Should this be moved to another forum?
I’m mainly writing this to see if you agrees with my approach. I focus on getting a custom image loaded, transformed and predicted. This is the part a lot of beginners (myself included) struggle with. I’m using the NN from the MNIST notebook. (~/courses/ml1/lesson4-mnist_sgd.ipynb)
Step 1 Draw a pretty number.
Step 2 Load it.
import PIL
I = np.asarray(PIL.Image.open(path+'4.bmp')) #Depending on the image format you will have to remove two color channels
I.shape
>>>(28, 28)
You can verify it with show(I):
Step 3 Transform and normalize and normalize some more:
four = I.flatten()
type(four),four.shape
>>>(numpy.ndarray, (784,))
#normalize, scale 0-255 to 0.0-1.0
four = (four-min(four))/(max(four)-min(four))

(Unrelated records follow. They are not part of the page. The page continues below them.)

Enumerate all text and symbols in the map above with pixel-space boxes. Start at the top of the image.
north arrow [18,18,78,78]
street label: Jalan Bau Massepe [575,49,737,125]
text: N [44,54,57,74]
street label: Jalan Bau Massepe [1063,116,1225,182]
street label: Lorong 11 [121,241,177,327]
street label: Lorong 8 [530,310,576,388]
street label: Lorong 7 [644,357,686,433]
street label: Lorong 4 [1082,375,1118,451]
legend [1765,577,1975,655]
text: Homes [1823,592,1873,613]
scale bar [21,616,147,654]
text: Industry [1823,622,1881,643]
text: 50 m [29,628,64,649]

I use the mean and std from the MNIST dataset cor consistency. My ‘number 4’ array is not as close to mean=0, std=1 and I would like, but I don’t know if that is a problem.
four = (four-mean)/std
four.mean(), four.std()
>>>(0.13384368359694745, 1.1896541432197534)

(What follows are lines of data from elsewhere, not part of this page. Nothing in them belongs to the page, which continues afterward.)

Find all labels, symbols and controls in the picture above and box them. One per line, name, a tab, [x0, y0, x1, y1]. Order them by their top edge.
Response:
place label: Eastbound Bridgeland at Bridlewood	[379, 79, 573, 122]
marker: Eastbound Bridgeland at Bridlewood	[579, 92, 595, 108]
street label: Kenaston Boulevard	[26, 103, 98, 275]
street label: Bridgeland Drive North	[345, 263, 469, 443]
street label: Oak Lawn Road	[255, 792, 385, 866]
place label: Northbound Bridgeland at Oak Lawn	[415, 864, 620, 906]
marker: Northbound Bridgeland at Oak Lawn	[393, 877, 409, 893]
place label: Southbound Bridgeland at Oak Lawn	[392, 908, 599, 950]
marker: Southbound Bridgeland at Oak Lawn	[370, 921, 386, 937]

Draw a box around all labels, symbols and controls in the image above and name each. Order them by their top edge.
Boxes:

Step 4 Convert the numpy array to a tensor, then a ‘Variable’.
Vfour = V(T(four))
type(Vfour), Vfour.shape #single column
>>>(torch.autograd.variable.Variable, torch.Size([784]))

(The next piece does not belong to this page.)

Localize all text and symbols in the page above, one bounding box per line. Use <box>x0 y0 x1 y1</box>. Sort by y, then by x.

Vfour = Vfour.resize(1,784)
Vfour.shape
>>>torch.Size([1, 784])
Why transpose/permute/resize? Because the model expects 784 columns, not rows.
Step 5 Predict!
predictFour = net2(Vfour).exp()
predictFour
>>>Variable containing:
Columns 0 to 5
7.8360e-16 1.2982e-25 4.6790e-20 5.4591e-16 1.0000e+00 2.2921e-19
Columns 6 to 9
2.3876e-13 3.3228e-15 1.3799e-14 4.0984e-10
[torch.cuda.FloatTensor of size 1x10 (GPU 0)]
predictFour.max(1)[1]
>>>Variable containing:
4
[torch.cuda.LongTensor of size 1 (GPU 0)]
Thats what I did. I would love feedback on my approach.